On Wednesday, Capital Economics released the Emerging Asia Economics update which focused on the escalating crisis between India and Pakistan. Within the report, they summarized the recent history of conflict between the two nations.
India and Pakistan have fought three wars since the two countries became independent states in 1947 and there have been frequent spikes in tensions in recent years. The most recent incident was in September 2016 when an attack on an army base in Indian-administered Kashmir led to the death of 19 soldiers. After each such incident, tensions have been calmed, usually by a promise by the Pakistani authorities to do more to clamp down on Islamic militant groups operating in the country.
“The most likely scenario is that tensions start to cool over the coming days and weeks and there is no major economic impact. The fact that both countries possess nuclear weapons means each side has an incentive not to escalate the crisis further,” the report affirms while quoting Indian External Affairs Minister Sushma Swaraj, “India does not wish to see of the situation. India will continue to act with responsibility and restraint.”
However, Capital Economics sees several issues which could create humanitarian and economic instability in the country.

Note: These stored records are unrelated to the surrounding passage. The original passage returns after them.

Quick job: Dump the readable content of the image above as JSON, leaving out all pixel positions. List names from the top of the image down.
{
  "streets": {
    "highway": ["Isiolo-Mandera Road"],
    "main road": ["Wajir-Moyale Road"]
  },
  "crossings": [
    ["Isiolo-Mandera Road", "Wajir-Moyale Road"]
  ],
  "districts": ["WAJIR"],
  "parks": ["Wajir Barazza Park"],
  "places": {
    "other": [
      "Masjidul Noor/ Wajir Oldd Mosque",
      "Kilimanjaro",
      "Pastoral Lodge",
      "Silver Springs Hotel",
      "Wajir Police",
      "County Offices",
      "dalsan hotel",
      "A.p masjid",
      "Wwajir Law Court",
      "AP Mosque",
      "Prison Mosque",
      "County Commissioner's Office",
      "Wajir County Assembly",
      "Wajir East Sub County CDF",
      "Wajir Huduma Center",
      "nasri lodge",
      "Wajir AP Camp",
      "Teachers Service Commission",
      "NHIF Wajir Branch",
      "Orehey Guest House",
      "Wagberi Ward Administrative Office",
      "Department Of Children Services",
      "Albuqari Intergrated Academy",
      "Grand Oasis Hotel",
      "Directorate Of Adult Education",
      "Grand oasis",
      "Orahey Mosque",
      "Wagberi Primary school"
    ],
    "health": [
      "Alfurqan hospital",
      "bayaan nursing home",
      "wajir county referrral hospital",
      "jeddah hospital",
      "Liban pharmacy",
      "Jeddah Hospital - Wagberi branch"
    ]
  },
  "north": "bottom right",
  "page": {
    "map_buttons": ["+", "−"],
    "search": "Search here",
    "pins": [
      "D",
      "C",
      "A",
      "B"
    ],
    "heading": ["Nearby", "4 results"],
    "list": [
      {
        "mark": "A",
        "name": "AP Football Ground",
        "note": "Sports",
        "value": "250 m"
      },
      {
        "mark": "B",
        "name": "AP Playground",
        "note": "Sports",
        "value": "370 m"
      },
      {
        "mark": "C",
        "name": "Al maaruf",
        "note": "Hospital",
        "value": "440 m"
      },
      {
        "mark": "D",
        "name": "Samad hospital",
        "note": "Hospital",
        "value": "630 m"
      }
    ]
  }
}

The first is that tensions have already escalated to a level where it becomes harder for the other side to back down. The attack by the Indian Air Force on the militant training camp on Tuesday was the first time Indian warplanes had struck inside Pakistan since a war in 1971. The second is that India is due to hold a general election in April. With Prime Minister Modi struggling in the polls, he is likely to find himself under growing pressure to retaliate.
While the original conflict began in the disputed areas of Kashmir, Capital Economics suggests a period of ‘intensive’ fighting within the area would have ‘limited impact’ on the overall economy and create minimal humanitarian concerns detailing “Indian-occupied Kashmir accounts for less than 1% of India’s GDP, while the Pakistani controlled area is just 2.0% of Pakistan’s GDP.”
The report would then go on to warn of how catastrophic a widespread conflict would be for each nation.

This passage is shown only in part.